# Exercise
Give a verbatim copy of the lines below, minus the pictures.

BEGIN Data provided

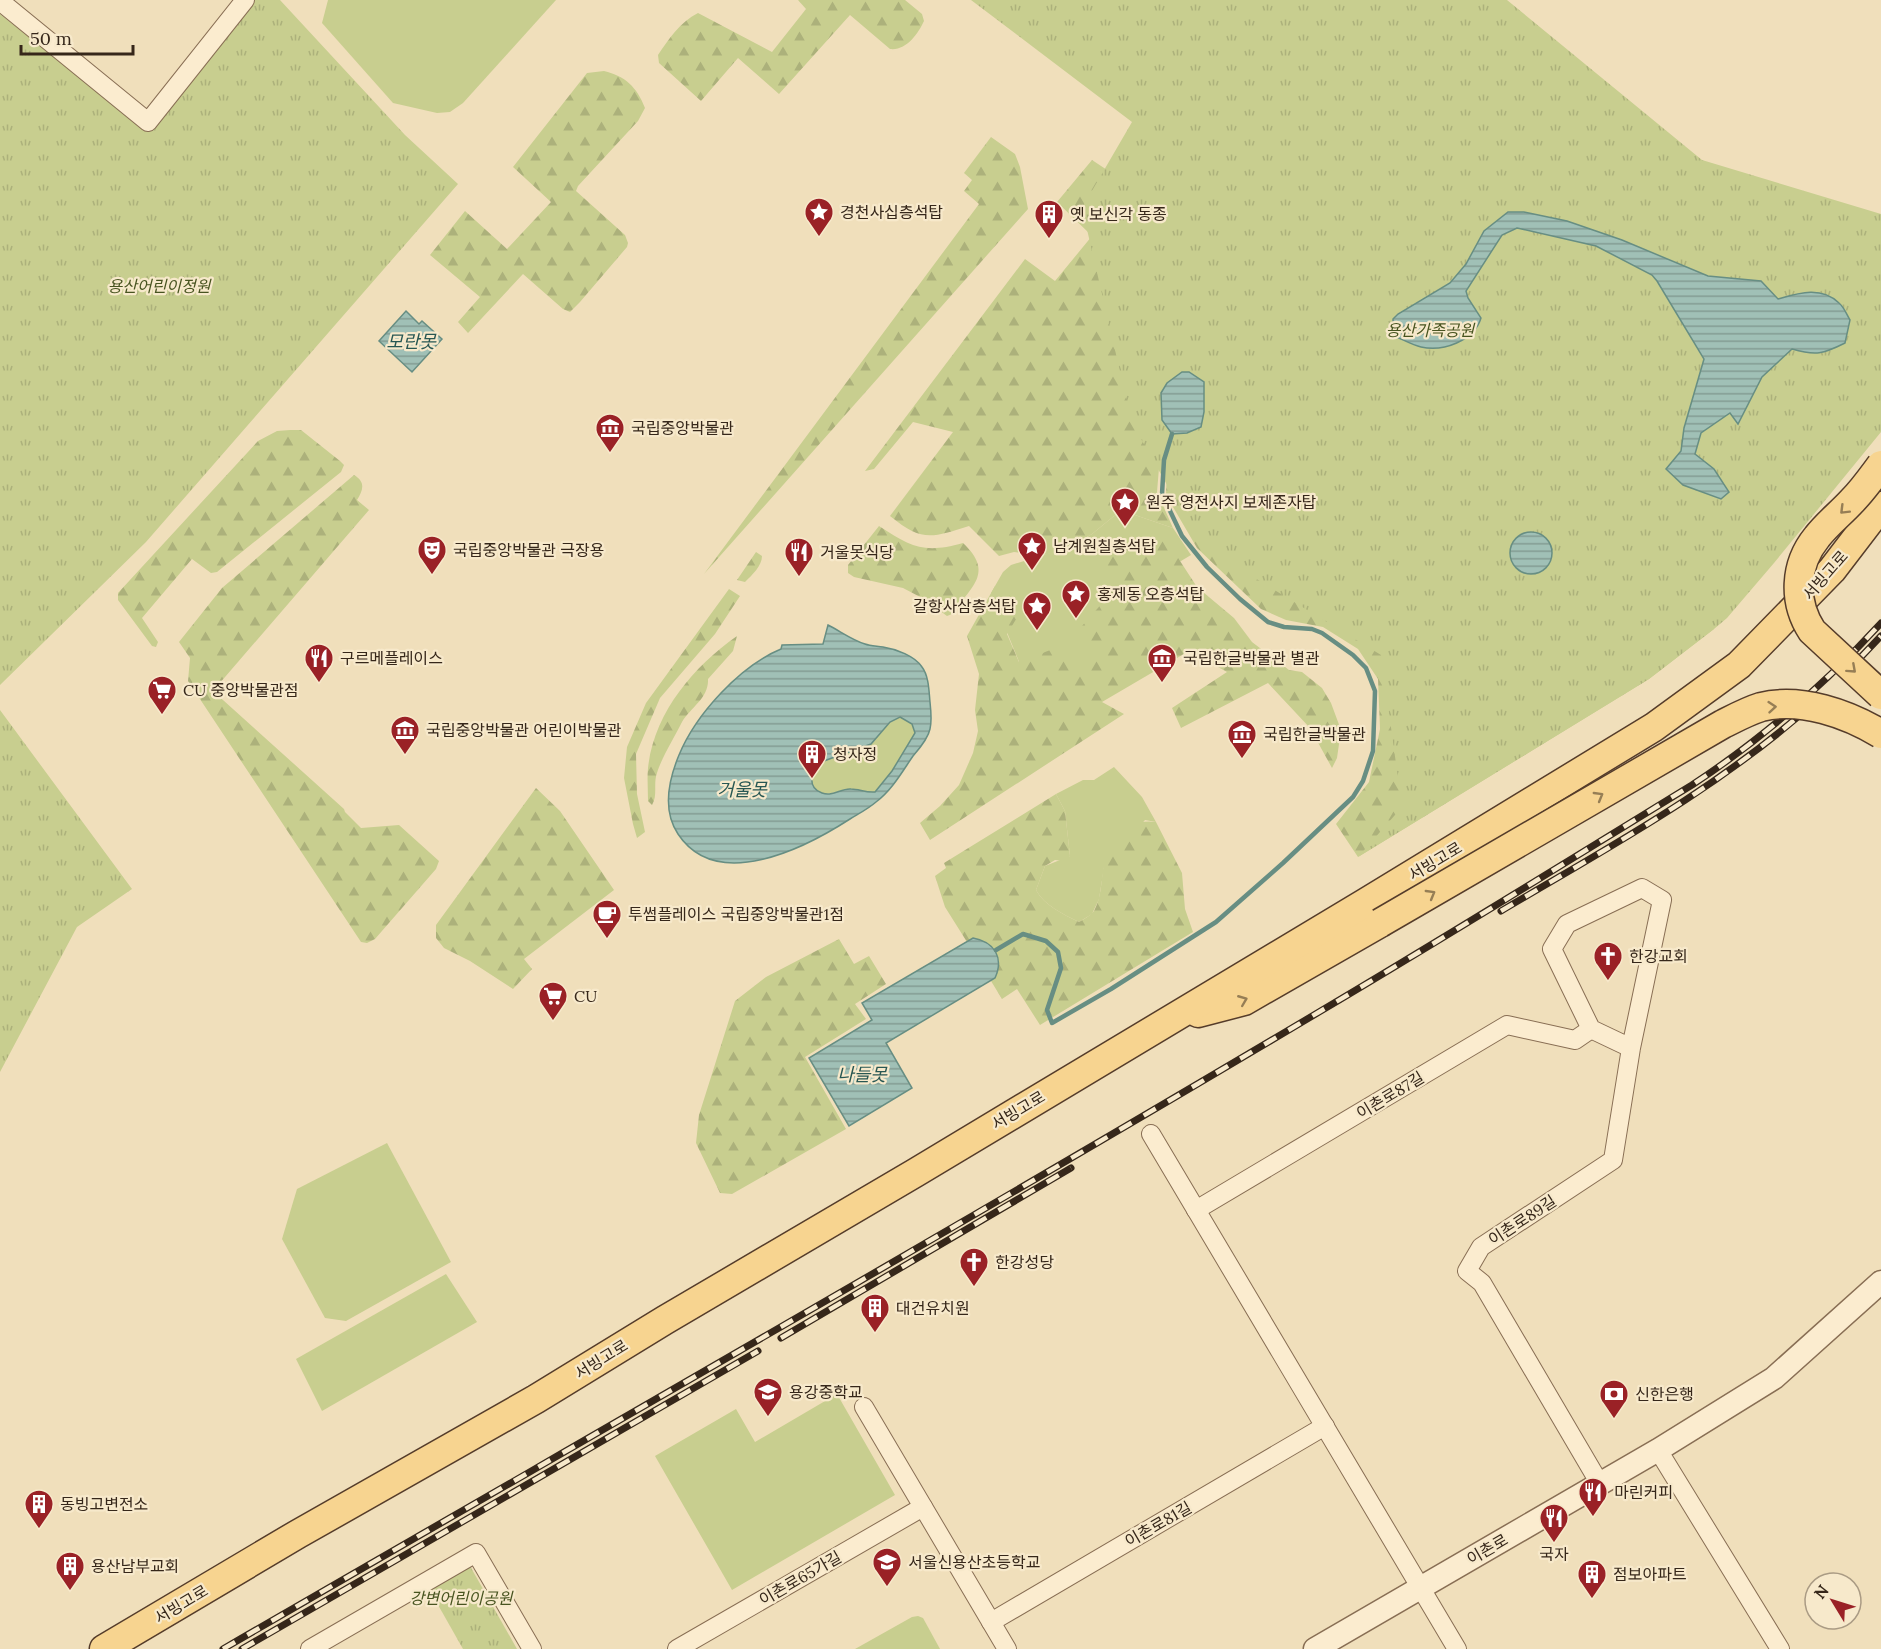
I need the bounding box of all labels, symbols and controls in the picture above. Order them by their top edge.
scale bar [21,18,134,56]
text: 50 m [30,27,72,50]
place icon: 경천사십층석탑 [803,196,835,238]
building icon: 옛 보신각 동종 [1033,198,1065,240]
place label: 경천사십층석탑 [840,202,943,222]
place label: 옛 보신각 동종 [1070,204,1167,224]
park label: 용산어린이정원 [107,276,212,296]
park label: 용산가족공원 [1386,320,1475,340]
water label: 모란못 [386,330,437,353]
museum icon: 국립중앙박물관 [594,412,626,454]
place label: 국립중앙박물관 [631,418,734,438]
place icon: 원주 영전사지 보제존자탑 [1109,486,1141,528]
place label: 원주 영전사지 보제존자탑 [1146,492,1317,512]
one-way arrow [1840,502,1851,513]
place icon: 남계원칠층석탑 [1016,530,1048,572]
theatre icon: 국립중앙박물관 극장용 [416,534,448,576]
restaurant icon: 거울못식당 [783,536,815,578]
place label: 남계원칠층석탑 [1053,536,1156,556]
place label: 국립중앙박물관 극장용 [453,540,604,560]
place label: 거울못식당 [820,542,894,562]
street label: 서빙고로 [1798,546,1852,604]
place icon: 홍제동 오층석탑 [1060,578,1092,620]
place label: 홍제동 오층석탑 [1097,584,1205,604]
place icon: 갈항사삼층석탑 [1021,590,1053,632]
place label: 갈항사삼층석탑 [913,596,1016,616]
restaurant icon: 구르메플레이스 [303,642,335,684]
museum icon: 국립한글박물관 별관 [1146,642,1178,684]
place label: 구르메플레이스 [340,648,443,668]
place label: 국립한글박물관 별관 [1183,648,1320,668]
one-way arrow [1845,662,1855,673]
supermarket icon: CU 중앙박물관점 [146,674,178,716]
place label: CU 중앙박물관점 [183,680,299,700]
one-way arrow [1767,700,1776,713]
museum icon: 국립중앙박물관 어린이박물관 [389,714,421,756]
museum icon: 국립한글박물관 [1226,718,1258,760]
place label: 국립중앙박물관 어린이박물관 [426,720,622,740]
place label: 국립한글박물관 [1263,724,1366,744]
building icon: 청자정 [796,738,828,780]
place label: 청자정 [833,744,877,764]
water label: 거울못 [717,778,768,801]
one-way arrow [1593,791,1604,803]
street label: 서빙고로 [1405,837,1466,885]
one-way arrow [1425,889,1435,901]
cafe icon: 투썸플레이스 국립중앙박물관1점 [591,898,623,940]
place label: 투썸플레이스 국립중앙박물관1점 [628,904,844,924]
church icon: 한강교회 [1592,940,1624,982]
place label: 한강교회 [1629,946,1688,966]
supermarket icon: CU [537,980,569,1022]
place label: CU [574,986,597,1006]
one-way arrow [1237,995,1248,1007]
water label: 나들못 [837,1063,888,1086]
street label: 이촌로87길 [1353,1067,1427,1123]
street label: 서빙고로 [988,1086,1049,1134]
street label: 이촌로89길 [1484,1191,1560,1249]
church icon: 한강성당 [958,1246,990,1288]
place label: 한강성당 [995,1252,1054,1272]
building icon: 대건유치원 [859,1292,891,1334]
place label: 대건유치원 [896,1298,970,1318]
street label: 서빙고로 [571,1335,631,1383]
school or university icon: 용강중학교 [752,1376,784,1418]
bank icon: 신한은행 [1598,1378,1630,1420]
place label: 용강중학교 [789,1382,863,1402]
place label: 신한은행 [1635,1384,1694,1404]
restaurant icon: 마린커피 [1577,1476,1609,1518]
place label: 마린커피 [1614,1482,1673,1502]
building icon: 동빙고변전소 [23,1488,55,1530]
place label: 동빙고변전소 [60,1494,148,1514]
street label: 이촌로81길 [1121,1497,1195,1551]
restaurant icon: 국자 [1538,1502,1570,1544]
street label: 이촌로 [1463,1529,1511,1569]
place label: 국자 [1539,1544,1569,1564]
street label: 이촌로65가길 [755,1546,845,1610]
school or university icon: 서울신용산초등학교 [871,1546,903,1588]
building icon: 용산남부교회 [54,1550,86,1592]
place label: 서울신용산초등학교 [908,1552,1040,1572]
place label: 용산남부교회 [91,1556,179,1576]
building icon: 점보아파트 [1576,1558,1608,1600]
place label: 점보아파트 [1613,1564,1687,1584]
north arrow [1803,1571,1863,1631]
street label: 서빙고로 [151,1580,212,1628]
text: N [1809,1581,1833,1603]
park label: 강변어린이공원 [409,1588,514,1608]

END Data provided

# Expected answer
I need the bounding box of all labels, symbols and controls in the picture above. Order them by their top edge.
scale bar [21,18,134,56]
text: 50 m [30,27,72,50]
place icon: 경천사십층석탑 [803,196,835,238]
building icon: 옛 보신각 동종 [1033,198,1065,240]
place label: 경천사십층석탑 [840,202,943,222]
place label: 옛 보신각 동종 [1070,204,1167,224]
park label: 용산어린이정원 [107,276,212,296]
park label: 용산가족공원 [1386,320,1475,340]
water label: 모란못 [386,330,437,353]
museum icon: 국립중앙박물관 [594,412,626,454]
place label: 국립중앙박물관 [631,418,734,438]
place icon: 원주 영전사지 보제존자탑 [1109,486,1141,528]
place label: 원주 영전사지 보제존자탑 [1146,492,1317,512]
one-way arrow [1840,502,1851,513]
place icon: 남계원칠층석탑 [1016,530,1048,572]
theatre icon: 국립중앙박물관 극장용 [416,534,448,576]
restaurant icon: 거울못식당 [783,536,815,578]
place label: 남계원칠층석탑 [1053,536,1156,556]
place label: 국립중앙박물관 극장용 [453,540,604,560]
place label: 거울못식당 [820,542,894,562]
street label: 서빙고로 [1798,546,1852,604]
place icon: 홍제동 오층석탑 [1060,578,1092,620]
place label: 홍제동 오층석탑 [1097,584,1205,604]
place icon: 갈항사삼층석탑 [1021,590,1053,632]
place label: 갈항사삼층석탑 [913,596,1016,616]
restaurant icon: 구르메플레이스 [303,642,335,684]
museum icon: 국립한글박물관 별관 [1146,642,1178,684]
place label: 구르메플레이스 [340,648,443,668]
place label: 국립한글박물관 별관 [1183,648,1320,668]
one-way arrow [1845,662,1855,673]
supermarket icon: CU 중앙박물관점 [146,674,178,716]
place label: CU 중앙박물관점 [183,680,299,700]
one-way arrow [1767,700,1776,713]
museum icon: 국립중앙박물관 어린이박물관 [389,714,421,756]
museum icon: 국립한글박물관 [1226,718,1258,760]
place label: 국립중앙박물관 어린이박물관 [426,720,622,740]
place label: 국립한글박물관 [1263,724,1366,744]
building icon: 청자정 [796,738,828,780]
place label: 청자정 [833,744,877,764]
water label: 거울못 [717,778,768,801]
one-way arrow [1593,791,1604,803]
street label: 서빙고로 [1405,837,1466,885]
one-way arrow [1425,889,1435,901]
cafe icon: 투썸플레이스 국립중앙박물관1점 [591,898,623,940]
place label: 투썸플레이스 국립중앙박물관1점 [628,904,844,924]
church icon: 한강교회 [1592,940,1624,982]
place label: 한강교회 [1629,946,1688,966]
supermarket icon: CU [537,980,569,1022]
place label: CU [574,986,597,1006]
one-way arrow [1237,995,1248,1007]
water label: 나들못 [837,1063,888,1086]
street label: 이촌로87길 [1353,1067,1427,1123]
street label: 서빙고로 [988,1086,1049,1134]
street label: 이촌로89길 [1484,1191,1560,1249]
church icon: 한강성당 [958,1246,990,1288]
place label: 한강성당 [995,1252,1054,1272]
building icon: 대건유치원 [859,1292,891,1334]
place label: 대건유치원 [896,1298,970,1318]
street label: 서빙고로 [571,1335,631,1383]
school or university icon: 용강중학교 [752,1376,784,1418]
bank icon: 신한은행 [1598,1378,1630,1420]
place label: 용강중학교 [789,1382,863,1402]
place label: 신한은행 [1635,1384,1694,1404]
restaurant icon: 마린커피 [1577,1476,1609,1518]
place label: 마린커피 [1614,1482,1673,1502]
building icon: 동빙고변전소 [23,1488,55,1530]
place label: 동빙고변전소 [60,1494,148,1514]
street label: 이촌로81길 [1121,1497,1195,1551]
restaurant icon: 국자 [1538,1502,1570,1544]
street label: 이촌로 [1463,1529,1511,1569]
place label: 국자 [1539,1544,1569,1564]
street label: 이촌로65가길 [755,1546,845,1610]
school or university icon: 서울신용산초등학교 [871,1546,903,1588]
building icon: 용산남부교회 [54,1550,86,1592]
place label: 서울신용산초등학교 [908,1552,1040,1572]
place label: 용산남부교회 [91,1556,179,1576]
building icon: 점보아파트 [1576,1558,1608,1600]
place label: 점보아파트 [1613,1564,1687,1584]
north arrow [1803,1571,1863,1631]
street label: 서빙고로 [151,1580,212,1628]
text: N [1809,1581,1833,1603]
park label: 강변어린이공원 [409,1588,514,1608]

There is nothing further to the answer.